Les deux fois où il a commandé en tant que militaire (Montcornet et Abbeville), il n'a pas été très bon, faute d'avoir écouté d'excellents conseils.

La différence entre Napoléon et de Gaulle ? Berthier (mauvais les rares fois où il a commandé en personne, mais chef d'état-major exceptionnel. On dit que son absence à Waterloo - suicide ? Accident ?- explique la défaite). Et d'une manière générale, les maréchaux.

Napoléon avait un entourage d'une qualité exceptionnelle et dans tous les domaines : les grands chefs suscitent les grands adjoints. 

On connait l'histoire de l'arrivée de Bonaparte à l'armée d'Italie. Les officiers vétérans (à 35 ans !) avaient décidé de ne pas se découvrir devant ce blanc-bec nommé par la faveur politique de Paris. Seulement, quand il est arrivé, pas un n'a été capable de soutenir l'éclat de son regard (d'après Talleyrand) et tous se sont découverts.

De Gaulle s'est souvent plaint de manquer d'hommes de qualité, mais comme lui a fait remarquer Jean Mauriac, Moulin ou Brossolette ou d'autres, ne pouvaient être taxés d'hommes de basse qualité. Combien l'intransigeance gaullienne a-t-elle perdu d'hommes éminents ?

L'entourage de de Gaulle n'était pas nul, loin de là, mais il aurait pu être meilleur.

Pompidou a la préférence de Bert.

Quant aux autres n'en parlons pas, les portraits sont au vitriol.

La république des vendeurs de bagnoles d'occasion

Beaucoup traitent Macron de vendeur de bagnoles d'occasion. Ce n'est pas une simple boutade, cette insulte révèle la vérité profonde du personnage.

Les qualités pour être élu sont opposées  aux qualités pour diriger et les partis politiques ne sont pas faits pour gouverner mais pour conquérir le pouvoir. C'est le paradoxe démocratique.

Depuis Jacques Chirac, ce paradoxe a été poussé à un niveau suicidaire du côté de la séduction. Il était évident, avant même leur élection, que Jacques Chirac, Nicolas Sarkozy, François Hollande et Emmanuel Macron n'avaient aucune des qualités d'un chef.

Dès qu'on s'abstrait un instant des passions partisanes et des emportements sentimentaux, ça saute aux yeux.
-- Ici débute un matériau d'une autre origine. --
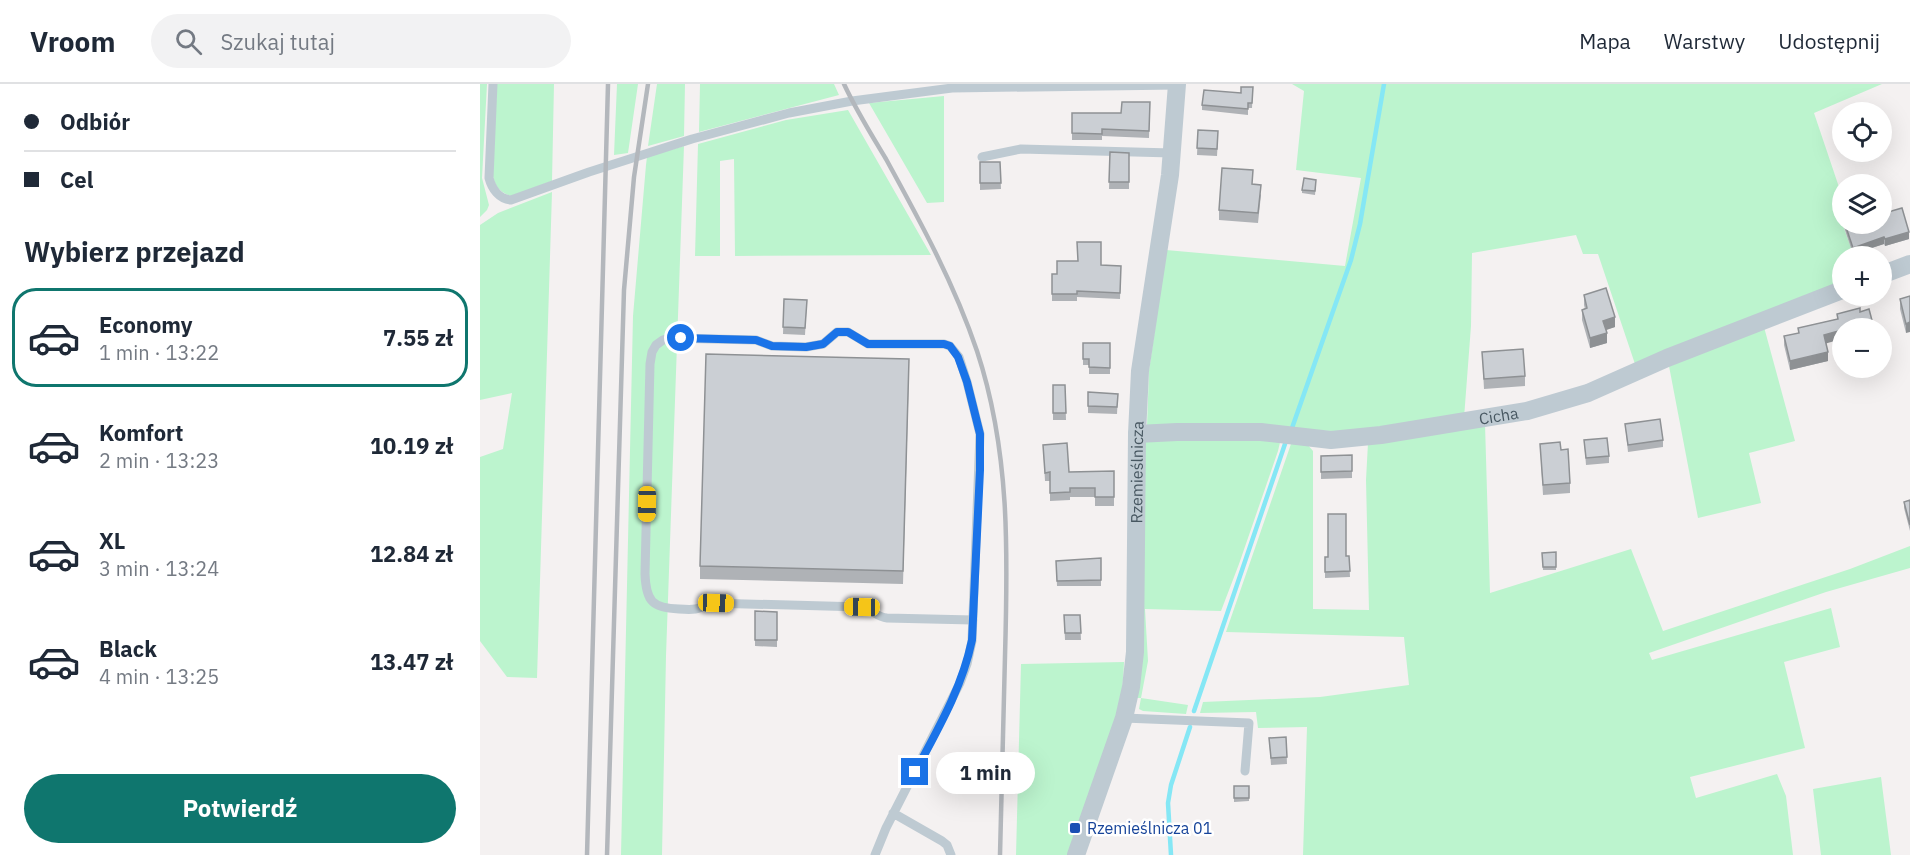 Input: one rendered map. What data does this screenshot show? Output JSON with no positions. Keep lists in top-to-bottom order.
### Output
{
  "streets": {
    "street": ["Cicha", "Rzemieślnicza"]
  },
  "crossings": [
    ["Cicha", "Rzemieślnicza"]
  ],
  "places": {
    "transit": ["Rzemieślnicza 01"]
  },
  "page": {
    "header": "Vroom",
    "search": "Szukaj tutaj",
    "nav": ["Mapa", "Warstwy", "Udostępnij"],
    "banner": ["Odbiór", "Cel"],
    "map_buttons": ["+", "−"],
    "heading": "Wybierz przejazd",
    "list": [
      {
        "name": "Economy",
        "note": "1 min · 13:22",
        "value": "7.55 zł"
      },
      {
        "name": "Komfort",
        "note": "2 min · 13:23",
        "value": "10.19 zł"
      },
      {
        "name": "XL",
        "note": "3 min · 13:24",
        "value": "12.84 zł"
      },
      {
        "name": "Black",
        "note": "4 min · 13:25",
        "value": "13.47 zł"
      }
    ],
    "bubble": "1 min",
    "buttons": "Potwierdź"
  }
}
Comment ces girouettes plus ou moins agitées ont-elles pu succéder à Saint Louis ?

Nos dirigeants sont des héros de cocktails et des baroudeurs de meeting. Quand vient le temps de l'action, la vraie, il n'y a plus personne.

Prêtre, prophète et roi

Bert reprend la formule du baptême « prêtre, prophète et roi ». (c'est pareil chez les orthodoxes et chez les catholiques).

Prêtre : le relationnel, le vendeur de bagnoles d'occasion.
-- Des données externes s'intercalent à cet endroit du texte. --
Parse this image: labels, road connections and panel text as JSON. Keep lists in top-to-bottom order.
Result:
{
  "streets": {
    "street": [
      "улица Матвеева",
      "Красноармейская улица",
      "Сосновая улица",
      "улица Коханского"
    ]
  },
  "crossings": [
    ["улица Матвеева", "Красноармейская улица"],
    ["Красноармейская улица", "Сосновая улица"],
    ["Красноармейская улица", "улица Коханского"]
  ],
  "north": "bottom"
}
Prophète : le cérébral, celui qui a des visions.

Roi : celui qui sait ce qu'il faut faire. On remarque que le roi a un style (style Henri II, style Louis XV, ...) mais pas de doctrine (on ne parle pas de « saintlouisisme » ou de « louisquatorzisme » mais on parle de colbertisme et de gaullisme).

Bert pense qu'on se trompe de catégorie pour de Gaulle et que ça explique bien des malentendus : c'est un prophète plus qu'un chef.

Définition du chef

Qu'est-ce qu'un chef ?

C'est un homme qui sait tirer vers le sommet de col en col. S'il oublie le sommet, il n'entraine personne, s'il ne pense qu'au sommet, il perd tout le monde en route.

95 % d'écoute pour sentir la situation et 5 % de décisions. La qualité principale du chef est le discernement.

Le chef n'est pas le premier de la classe : connaître la botanique tropicale par coeur n'aide pas vraiment à traverser la jungle. Gamelin est sorti major de sa promotion de Saint-Cyr, on connait la suite.

Le narcissique est centripète : il ramène tout à lui. Le chef est centrifuge : il donne, son énergie, sa vision, ses envoyés, ses directives ...

Le chef se reconnaît (voir la différence entre Napoléon et de Gaulle) à ce qu'il est capable de s'attacher les talents. Juger un chef sur son entourage n'est pas une erreur, c'est au contraire une marque de bon sens.

Les Américains (et nous à leur suite) veulent croire que tout s'apprend. C'est faux. Etre chef découle d'une disposition de caractère innée, ou acquise très tôt, ce qui revient au même.

Croyez vous que des siècles de coaching transformeraient Français Hollande en chef ? Ou Albert Einstein (pour ne pas prendre un exemple sorti de la fange) ?

Puisqu'être un chef est avant tout une question de caractère, il n'est pas incongru de se fier aux signes qui révèlent un caractère. Par exemple, ne pas voter pour un type qui épousé sa mère parait un réflexe de sauvegarde élémentaire (visiblement pas, pour quelques millions de Français).

Jeanne

Comme exemple de chef hors de pair, Bert choisit Jeanne d'Arc.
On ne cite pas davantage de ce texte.